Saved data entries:
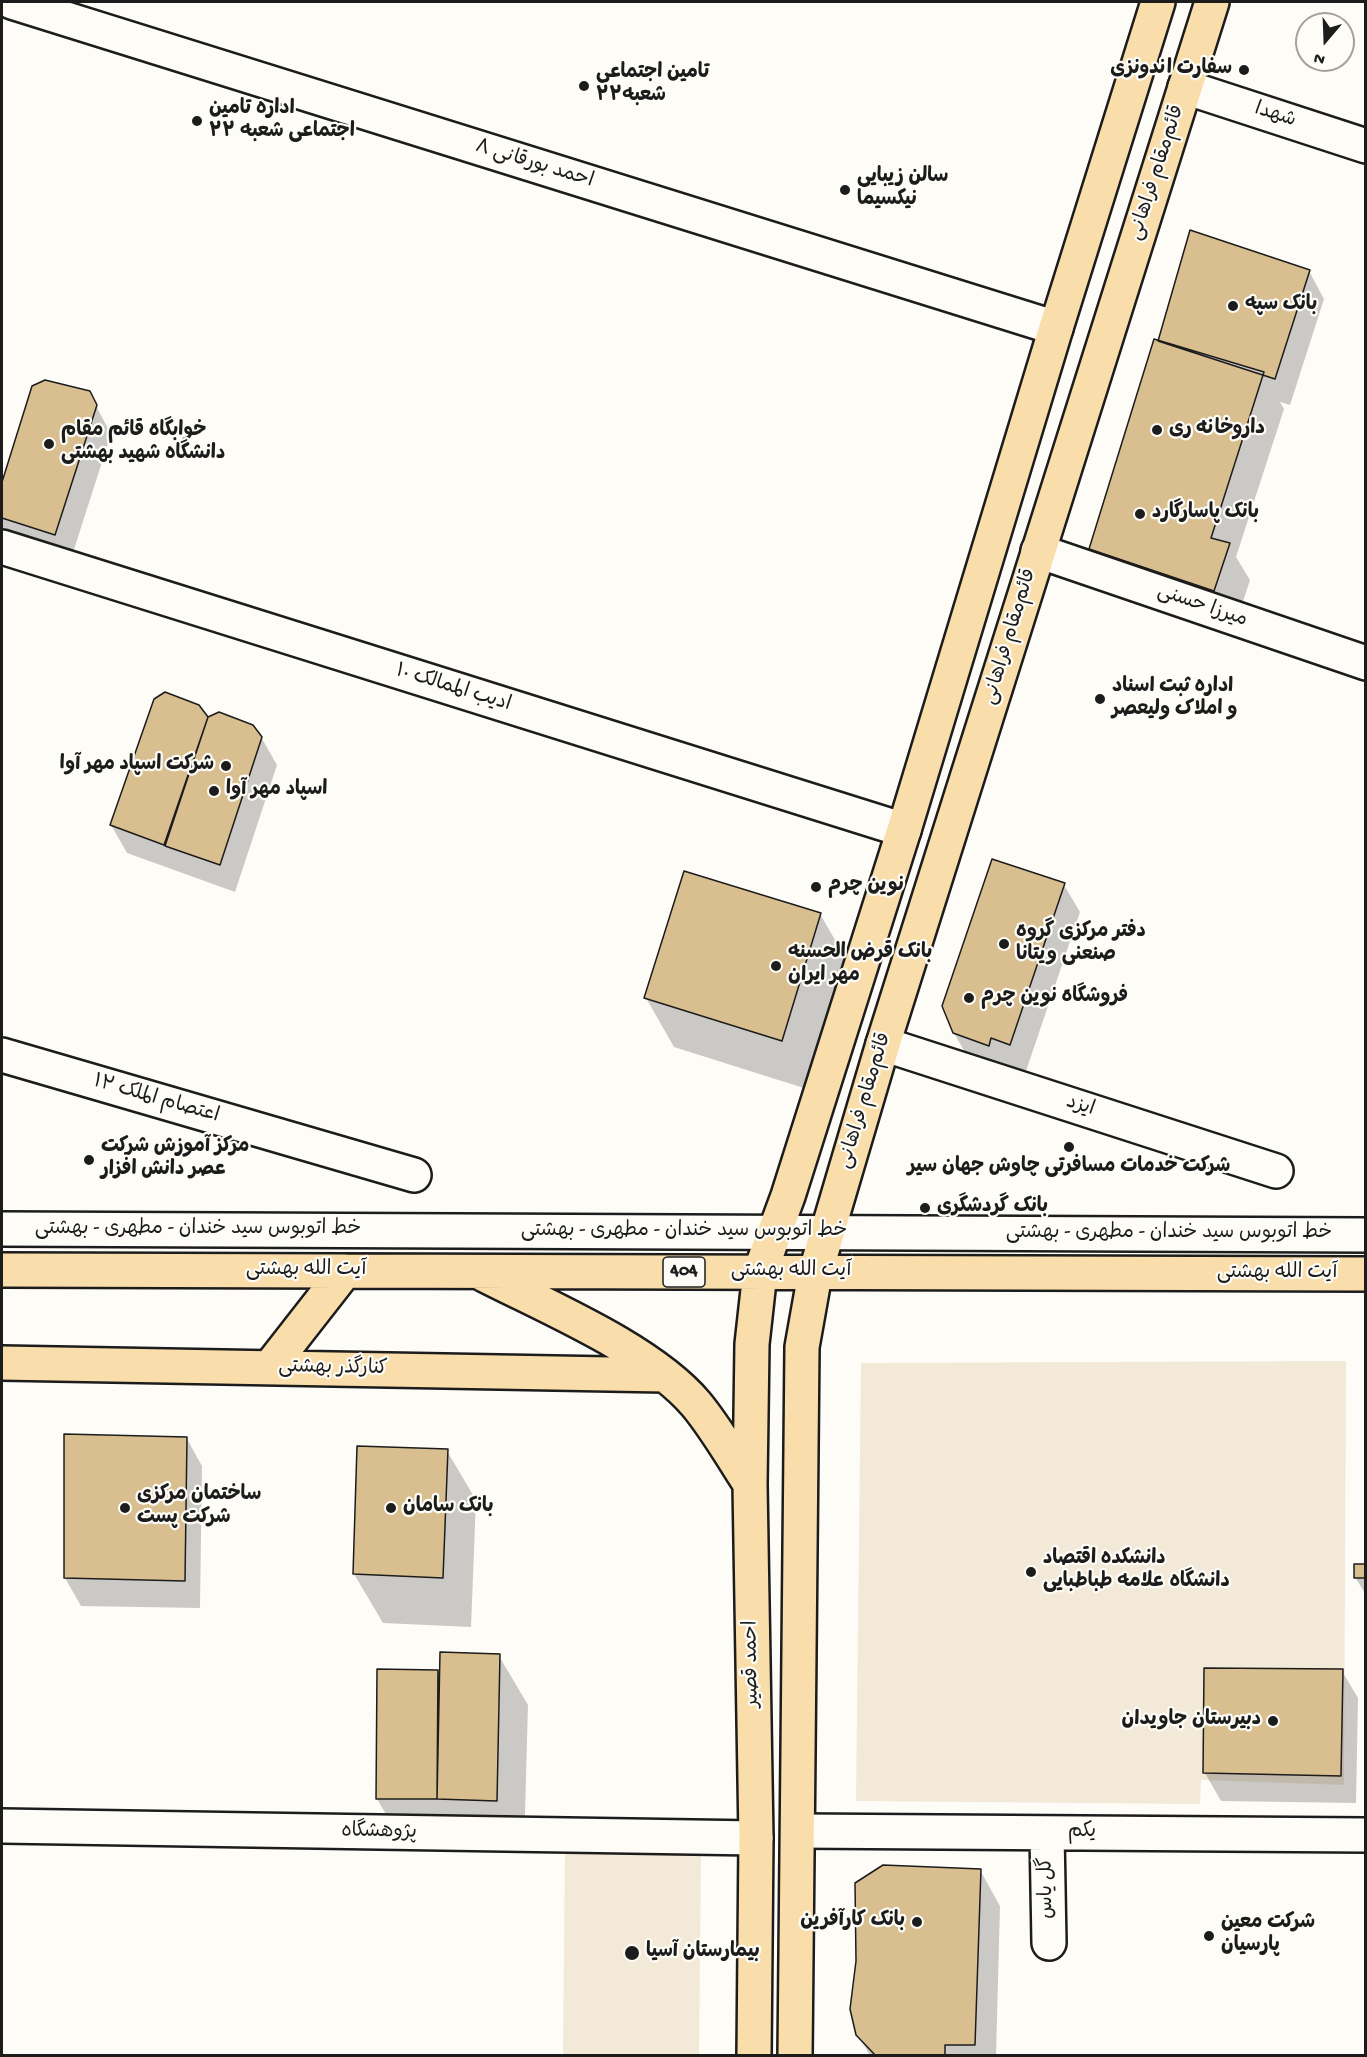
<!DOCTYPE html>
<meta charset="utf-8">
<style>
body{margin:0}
#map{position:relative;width:1367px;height:2057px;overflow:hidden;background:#fdfcf7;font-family:"Gochi Hand",sans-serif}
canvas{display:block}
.frame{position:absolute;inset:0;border:3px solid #1c1c1c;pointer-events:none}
.north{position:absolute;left:1295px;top:12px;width:60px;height:60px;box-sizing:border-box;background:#fdfcf7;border:2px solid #a3a29f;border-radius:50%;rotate:199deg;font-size:16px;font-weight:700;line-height:24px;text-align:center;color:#1c1c1c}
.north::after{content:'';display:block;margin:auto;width:21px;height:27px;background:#1c1c1c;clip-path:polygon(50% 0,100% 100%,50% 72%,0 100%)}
</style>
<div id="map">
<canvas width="1367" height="2057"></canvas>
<div class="frame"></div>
<div class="north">N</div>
</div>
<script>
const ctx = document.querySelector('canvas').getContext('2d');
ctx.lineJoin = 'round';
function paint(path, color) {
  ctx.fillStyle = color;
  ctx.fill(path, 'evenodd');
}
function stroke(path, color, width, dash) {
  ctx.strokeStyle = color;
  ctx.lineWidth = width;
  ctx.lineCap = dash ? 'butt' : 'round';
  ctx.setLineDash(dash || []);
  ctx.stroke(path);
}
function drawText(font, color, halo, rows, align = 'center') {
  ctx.font = font + ' "Gochi Hand","Playpen Sans Arabic",sans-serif';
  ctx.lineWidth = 4.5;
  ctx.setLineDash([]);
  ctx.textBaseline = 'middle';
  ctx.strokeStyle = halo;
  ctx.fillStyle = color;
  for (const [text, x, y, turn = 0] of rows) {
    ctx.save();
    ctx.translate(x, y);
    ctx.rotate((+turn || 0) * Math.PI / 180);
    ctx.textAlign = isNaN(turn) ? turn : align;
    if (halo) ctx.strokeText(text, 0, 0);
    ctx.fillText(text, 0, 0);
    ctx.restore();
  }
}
paint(new Path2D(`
 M1346,1361L1344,1785L1201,1780L1200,1804L856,1801L861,1363Z
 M565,1849L701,1851L699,2055L563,2056Z`), '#f2e9d8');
paint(new Path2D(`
 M1309,271L1324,299L1290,405L1280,402L1284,409L1236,557L1250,580L1235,626L1111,585L1090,549L1159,343Z
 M33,387L89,393L111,434L70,562L8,542L2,530V487Z
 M198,707L207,720L261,737L277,765L235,892L127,853L111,825Z
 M1064,885L1080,912L1026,1071L1007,1065L1004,1072L970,1061L954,1033Z
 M820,914L849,964L810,1090L674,1047L646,998Z
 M187,1439L202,1466L200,1608L81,1606L65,1578Z
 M447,1451L476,1500L471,1627L383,1623L354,1574Z
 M1366,1566V1595L1355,1577Z
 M499,1656L528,1705L524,1850L406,1848L377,1799L437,1671L441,1678Z
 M1206,1669L1342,1671L1358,1698L1356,1803L1221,1801L1205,1773Z
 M980,1870L1000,1906L996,2056H870L858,2034Z`), '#0003');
const building = new Path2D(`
 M1190,230L1310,270L1275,379L1158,341Z
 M1154,339L1264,372L1211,538L1230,543L1214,591L1089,549Z
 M45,380L90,391L97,405L55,535L2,518V482L32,386Z
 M165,692L199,705L208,717L164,845L110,825L154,699Z
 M219,712L253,725L262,737L220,865L165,846L208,717Z
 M992,859L1065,883L1010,1045L991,1038L989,1046L953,1033L942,1006Z
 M684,871L821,913L782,1041L644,998Z
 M64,1434L187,1437L185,1581L64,1578Z
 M357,1446L448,1449L443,1578L353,1574Z
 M1354,1564H1366V1578H1354Z
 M440,1652L500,1654L497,1801L437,1799Z
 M1204,1668L1343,1669L1341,1776L1203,1773Z
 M377,1669L438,1670L437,1799H376Z
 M883,1865L981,1869L975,2045H945V2056H876L856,2035L850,2009L856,1961L855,1883Z`);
paint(building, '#d9be8f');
stroke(building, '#1c1c1c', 1.5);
const minor = new Path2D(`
 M12,2L1056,328
 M1185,87L1366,146
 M2,547L904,830
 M1038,551L1366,663
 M883,1044L1276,1171
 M2,1055L414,1175
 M2,1229L1366,1235
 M2,1826L756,1838
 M798,1831L1366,1835
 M1047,1833L1049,1943`);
const major = new Path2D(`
 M2,1270L1366,1274
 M481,1273C547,1307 649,1349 696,1404C716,1428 733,1458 750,1484
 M2,1363L665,1375
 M270,1367L345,1271
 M754,2056L756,1838L750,1484L752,1344L760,1272L788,1196L904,830L1056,328L1158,2
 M795,2056L802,1347L815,1274L883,1044L1212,2`);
stroke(minor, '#1c1c1c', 38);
stroke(major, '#1c1c1c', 38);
stroke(minor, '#fdfcf7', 33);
stroke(major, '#f9deab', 33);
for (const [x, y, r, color] of [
 [1244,70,6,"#1c1c1c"],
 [584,86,6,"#1c1c1c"],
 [197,121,6,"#1c1c1c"],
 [845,190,6,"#1c1c1c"],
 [1233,306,6,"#1c1c1c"],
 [1157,430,6,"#1c1c1c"],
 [49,444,6,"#1c1c1c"],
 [1140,514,6,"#1c1c1c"],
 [1100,699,6,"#1c1c1c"],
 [226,766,6,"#1c1c1c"],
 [214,791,6,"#1c1c1c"],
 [816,887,6,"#1c1c1c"],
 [1004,944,6,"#1c1c1c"],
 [776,966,6,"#1c1c1c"],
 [969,998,6,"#1c1c1c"],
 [1069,1147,6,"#1c1c1c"],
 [89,1160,6,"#1c1c1c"],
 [925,1208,6,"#1c1c1c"],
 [125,1508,6,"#1c1c1c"],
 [391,1508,6,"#1c1c1c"],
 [1031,1572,6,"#1c1c1c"],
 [1273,1721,6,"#1c1c1c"],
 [917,1922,6,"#1c1c1c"],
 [1209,1936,6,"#1c1c1c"],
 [632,1953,8,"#1c1c1c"]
]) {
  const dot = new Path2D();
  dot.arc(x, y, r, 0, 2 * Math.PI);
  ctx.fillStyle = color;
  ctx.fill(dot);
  stroke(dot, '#fdfcf7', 2);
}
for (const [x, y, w] of [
 [684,1272,42]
]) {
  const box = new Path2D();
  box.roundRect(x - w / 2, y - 15, w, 30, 4.5);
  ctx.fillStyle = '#fdfcf7';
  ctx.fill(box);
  stroke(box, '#1c1c1c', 1.5);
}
drawText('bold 18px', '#1c1c1c', null, [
 ["404",684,1272]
]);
drawText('bold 20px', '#1c1c1c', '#fdfcf7', [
 ["سفارت اندونزی",1232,70,"right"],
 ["تامین اجتماعی",596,74],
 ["شعبه۲۲",596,97],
 ["اداره تامین",209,110],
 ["اجتماعی شعبه ۲۲",209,133],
 ["سالن زیبایی",857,178],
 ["نیکسیما",857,201],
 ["بانک سپه",1245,306],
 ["داروخانه ری",1169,430],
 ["خوابگاه قائم مقام",61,432],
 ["دانشگاه شهید بهشتی",61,455],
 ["بانک پاسارگارد",1152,514],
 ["اداره ثبت اسناد",1112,688],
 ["و املاک ولیعصر",1112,711],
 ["شرکت اسپاد مهر آوا",214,766,"right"],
 ["اسپاد مهر آوا",226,791],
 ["نوین چرم",828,887],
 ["دفتر مرکزی گروه",1016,933],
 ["صنعنی ویتانا",1016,956],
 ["بانک قرض الحسنه",788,954],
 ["مهر ایران",788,977],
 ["فروشگاه نوین چرم",981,998],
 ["مرکز آموزش شرکت",101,1148],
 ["عصر دانش افزار",101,1171],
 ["شرکت خدمات مسافرتی چاوش جهان سیر",1069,1168,"center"],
 ["بانک گردشگری",937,1208],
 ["ساختمان مرکزی",137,1496],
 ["شرکت پست",137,1519],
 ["بانک سامان",403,1508],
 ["دانشکده اقتصاد",1043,1560],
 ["دانشگاه علامه طباطبایی",1043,1583],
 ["دبیرستان جاویدان",1261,1721,"right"],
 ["بانک کارآفرین",905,1922,"right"],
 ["شرکت معین",1221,1924],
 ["پارسیان",1221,1947],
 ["بیمارستان آسیا",646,1953]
], 'left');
drawText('20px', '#1c1c1c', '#fdfcf7', [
 ["شهدا",1275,116,18],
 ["احمد بورقانی ۸",534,165,17],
 ["قائم‌مقام فراهانی",1158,173,-72],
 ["میرزا حسنی",1202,607,19],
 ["قائم‌مقام فراهانی",1011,637,-73],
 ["ادیب الممالک ۱۰",453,689,17],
 ["اعتصام الملک ۱۲",156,1100,16],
 ["قائم‌مقام فراهانی",866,1101,-73],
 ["ایزد",1080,1107,18],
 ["خط اتوبوس سید خندان - مطهری - بهشتی",198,1230],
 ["خط اتوبوس سید خندان - مطهری - بهشتی",684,1232],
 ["خط اتوبوس سید خندان - مطهری - بهشتی",1169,1234],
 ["آیت الله بهشتی",306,1271],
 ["آیت الله بهشتی",791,1272],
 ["آیت الله بهشتی",1277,1274],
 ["کنارگذر بهشتی",333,1369,1],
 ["احمد قصیر",753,1664,-91],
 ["پژوهشگاه",379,1833,1],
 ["یکم",1082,1833],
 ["گل یاس",1048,1888,-91]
]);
</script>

What you are asked to do:
Please give the number of lines in the entries that contain the word "function", and nothing besides it.

Solution:
3